◆ PROBLEM: The answer consists solely of the listing's lines from the first through the line containing "filter:drop-shadow(0 0 2px", each reproduced exactly.

◆ DATA SUPPLIED:
::::
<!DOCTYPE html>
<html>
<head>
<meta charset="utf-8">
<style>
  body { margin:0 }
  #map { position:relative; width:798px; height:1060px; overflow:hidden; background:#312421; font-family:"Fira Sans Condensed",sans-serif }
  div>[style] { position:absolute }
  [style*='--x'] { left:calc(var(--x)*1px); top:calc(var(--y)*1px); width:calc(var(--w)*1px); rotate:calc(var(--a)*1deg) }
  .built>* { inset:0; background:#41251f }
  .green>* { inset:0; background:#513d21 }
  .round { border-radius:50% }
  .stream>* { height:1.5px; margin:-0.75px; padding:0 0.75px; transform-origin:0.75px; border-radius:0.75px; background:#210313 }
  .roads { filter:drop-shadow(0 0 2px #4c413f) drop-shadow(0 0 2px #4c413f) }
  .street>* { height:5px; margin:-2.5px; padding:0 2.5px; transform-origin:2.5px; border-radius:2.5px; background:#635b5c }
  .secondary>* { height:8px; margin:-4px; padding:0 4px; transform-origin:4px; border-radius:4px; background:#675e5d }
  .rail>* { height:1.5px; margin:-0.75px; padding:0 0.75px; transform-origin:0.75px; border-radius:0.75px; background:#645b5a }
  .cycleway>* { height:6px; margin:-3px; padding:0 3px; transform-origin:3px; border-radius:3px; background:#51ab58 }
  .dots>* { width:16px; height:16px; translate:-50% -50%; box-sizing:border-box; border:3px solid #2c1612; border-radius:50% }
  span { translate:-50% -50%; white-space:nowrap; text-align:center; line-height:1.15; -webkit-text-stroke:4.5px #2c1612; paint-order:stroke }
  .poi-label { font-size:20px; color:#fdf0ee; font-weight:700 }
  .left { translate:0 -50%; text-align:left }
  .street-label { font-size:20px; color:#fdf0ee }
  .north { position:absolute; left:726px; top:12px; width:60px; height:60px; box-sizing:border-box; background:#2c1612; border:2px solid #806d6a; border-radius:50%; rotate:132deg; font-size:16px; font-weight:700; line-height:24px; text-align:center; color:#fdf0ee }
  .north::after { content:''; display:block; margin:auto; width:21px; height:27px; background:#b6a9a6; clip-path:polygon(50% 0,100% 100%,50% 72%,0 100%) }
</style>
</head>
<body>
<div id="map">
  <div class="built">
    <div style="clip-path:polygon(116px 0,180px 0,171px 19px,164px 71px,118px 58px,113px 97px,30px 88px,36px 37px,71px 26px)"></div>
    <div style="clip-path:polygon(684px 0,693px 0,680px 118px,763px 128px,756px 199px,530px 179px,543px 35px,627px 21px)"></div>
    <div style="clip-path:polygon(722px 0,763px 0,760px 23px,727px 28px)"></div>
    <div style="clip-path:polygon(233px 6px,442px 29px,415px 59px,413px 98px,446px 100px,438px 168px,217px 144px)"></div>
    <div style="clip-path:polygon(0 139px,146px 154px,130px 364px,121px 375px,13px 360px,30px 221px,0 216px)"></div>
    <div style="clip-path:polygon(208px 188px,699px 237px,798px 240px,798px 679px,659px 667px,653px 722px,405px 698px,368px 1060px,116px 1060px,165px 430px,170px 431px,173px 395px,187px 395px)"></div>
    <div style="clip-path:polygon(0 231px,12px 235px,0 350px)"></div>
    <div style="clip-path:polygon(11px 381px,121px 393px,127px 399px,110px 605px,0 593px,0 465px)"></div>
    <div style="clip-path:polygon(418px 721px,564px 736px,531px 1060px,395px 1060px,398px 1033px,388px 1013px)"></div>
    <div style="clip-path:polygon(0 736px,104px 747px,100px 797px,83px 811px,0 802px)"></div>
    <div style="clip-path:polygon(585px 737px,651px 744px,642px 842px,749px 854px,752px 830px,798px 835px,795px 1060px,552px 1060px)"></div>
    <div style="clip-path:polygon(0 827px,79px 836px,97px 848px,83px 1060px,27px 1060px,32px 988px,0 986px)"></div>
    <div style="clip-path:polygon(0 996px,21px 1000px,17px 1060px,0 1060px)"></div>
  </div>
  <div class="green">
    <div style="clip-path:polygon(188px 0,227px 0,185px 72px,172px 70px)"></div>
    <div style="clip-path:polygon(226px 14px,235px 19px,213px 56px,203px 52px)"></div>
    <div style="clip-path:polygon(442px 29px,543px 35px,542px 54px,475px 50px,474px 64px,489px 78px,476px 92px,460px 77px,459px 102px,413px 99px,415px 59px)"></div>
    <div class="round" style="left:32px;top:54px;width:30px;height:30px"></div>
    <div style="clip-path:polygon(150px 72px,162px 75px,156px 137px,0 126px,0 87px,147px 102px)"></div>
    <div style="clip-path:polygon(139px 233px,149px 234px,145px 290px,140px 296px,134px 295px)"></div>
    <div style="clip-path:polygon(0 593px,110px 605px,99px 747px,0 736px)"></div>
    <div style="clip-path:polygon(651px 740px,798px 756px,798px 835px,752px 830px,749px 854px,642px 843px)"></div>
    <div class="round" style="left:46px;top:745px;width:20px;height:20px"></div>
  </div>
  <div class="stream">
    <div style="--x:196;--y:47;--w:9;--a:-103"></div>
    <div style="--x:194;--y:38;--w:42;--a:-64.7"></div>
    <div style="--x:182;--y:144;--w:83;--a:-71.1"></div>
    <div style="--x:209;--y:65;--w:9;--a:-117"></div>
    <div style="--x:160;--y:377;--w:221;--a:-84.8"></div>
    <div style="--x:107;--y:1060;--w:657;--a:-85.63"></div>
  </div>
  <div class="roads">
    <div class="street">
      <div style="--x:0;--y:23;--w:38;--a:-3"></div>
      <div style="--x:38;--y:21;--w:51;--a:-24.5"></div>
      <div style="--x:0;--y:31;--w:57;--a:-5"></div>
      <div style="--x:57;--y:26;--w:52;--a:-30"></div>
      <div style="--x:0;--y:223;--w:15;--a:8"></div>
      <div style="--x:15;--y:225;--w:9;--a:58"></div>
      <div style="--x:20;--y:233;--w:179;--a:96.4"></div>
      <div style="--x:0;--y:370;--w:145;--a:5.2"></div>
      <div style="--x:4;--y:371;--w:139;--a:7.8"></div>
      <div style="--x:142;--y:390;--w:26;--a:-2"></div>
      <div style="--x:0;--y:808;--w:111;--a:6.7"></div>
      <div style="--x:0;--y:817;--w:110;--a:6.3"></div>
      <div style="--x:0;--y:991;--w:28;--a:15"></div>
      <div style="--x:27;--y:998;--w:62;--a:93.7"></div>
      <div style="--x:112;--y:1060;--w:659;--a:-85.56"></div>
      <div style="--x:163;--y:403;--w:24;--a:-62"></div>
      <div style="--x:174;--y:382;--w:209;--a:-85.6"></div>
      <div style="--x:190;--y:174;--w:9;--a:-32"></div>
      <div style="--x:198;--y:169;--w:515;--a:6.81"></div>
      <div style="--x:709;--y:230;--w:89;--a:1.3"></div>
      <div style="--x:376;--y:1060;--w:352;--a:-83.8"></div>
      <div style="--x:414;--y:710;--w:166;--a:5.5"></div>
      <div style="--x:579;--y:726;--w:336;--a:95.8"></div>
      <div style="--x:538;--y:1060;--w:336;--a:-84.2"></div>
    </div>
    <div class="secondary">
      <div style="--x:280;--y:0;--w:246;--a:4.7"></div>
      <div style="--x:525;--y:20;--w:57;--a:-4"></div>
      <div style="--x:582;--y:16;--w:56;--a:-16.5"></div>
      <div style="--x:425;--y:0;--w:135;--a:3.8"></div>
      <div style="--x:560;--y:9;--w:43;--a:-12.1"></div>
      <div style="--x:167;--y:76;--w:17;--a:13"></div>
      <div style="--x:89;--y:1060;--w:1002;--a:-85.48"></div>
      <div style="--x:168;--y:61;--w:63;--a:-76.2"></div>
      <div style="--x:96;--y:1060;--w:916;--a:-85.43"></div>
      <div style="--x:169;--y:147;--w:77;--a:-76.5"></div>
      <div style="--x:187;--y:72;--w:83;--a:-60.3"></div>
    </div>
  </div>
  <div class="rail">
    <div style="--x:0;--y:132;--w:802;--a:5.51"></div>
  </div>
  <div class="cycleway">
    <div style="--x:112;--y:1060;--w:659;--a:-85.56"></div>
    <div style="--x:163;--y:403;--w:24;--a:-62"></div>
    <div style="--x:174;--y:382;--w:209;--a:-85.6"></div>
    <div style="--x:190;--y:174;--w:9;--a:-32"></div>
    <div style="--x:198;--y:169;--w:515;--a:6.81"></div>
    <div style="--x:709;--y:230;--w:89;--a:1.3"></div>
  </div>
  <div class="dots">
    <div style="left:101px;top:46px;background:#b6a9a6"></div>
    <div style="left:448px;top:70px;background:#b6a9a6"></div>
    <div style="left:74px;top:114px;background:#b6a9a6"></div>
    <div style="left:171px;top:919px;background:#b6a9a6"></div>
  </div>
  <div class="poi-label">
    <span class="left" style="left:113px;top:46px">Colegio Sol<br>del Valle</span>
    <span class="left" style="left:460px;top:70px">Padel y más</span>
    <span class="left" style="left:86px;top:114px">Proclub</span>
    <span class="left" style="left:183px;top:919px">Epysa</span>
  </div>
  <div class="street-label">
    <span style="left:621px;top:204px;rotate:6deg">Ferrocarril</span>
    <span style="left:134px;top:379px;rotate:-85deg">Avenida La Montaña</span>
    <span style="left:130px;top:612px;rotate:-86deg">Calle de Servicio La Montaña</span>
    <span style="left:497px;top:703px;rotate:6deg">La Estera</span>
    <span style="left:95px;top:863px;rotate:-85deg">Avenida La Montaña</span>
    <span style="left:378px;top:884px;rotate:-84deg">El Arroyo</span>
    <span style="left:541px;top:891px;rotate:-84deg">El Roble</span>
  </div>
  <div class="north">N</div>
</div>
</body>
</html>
::::
◆ TASK ANSWER:
<!DOCTYPE html>
<html>
<head>
<meta charset="utf-8">
<style>
  body { margin:0 }
  #map { position:relative; width:798px; height:1060px; overflow:hidden; background:#312421; font-family:"Fira Sans Condensed",sans-serif }
  div>[style] { position:absolute }
  [style*='--x'] { left:calc(var(--x)*1px); top:calc(var(--y)*1px); width:calc(var(--w)*1px); rotate:calc(var(--a)*1deg) }
  .built>* { inset:0; background:#41251f }
  .green>* { inset:0; background:#513d21 }
  .round { border-radius:50% }
  .stream>* { height:1.5px; margin:-0.75px; padding:0 0.75px; transform-origin:0.75px; border-radius:0.75px; background:#210313 }
  .roads { filter:drop-shadow(0 0 2px #4c413f) drop-shadow(0 0 2px #4c413f) }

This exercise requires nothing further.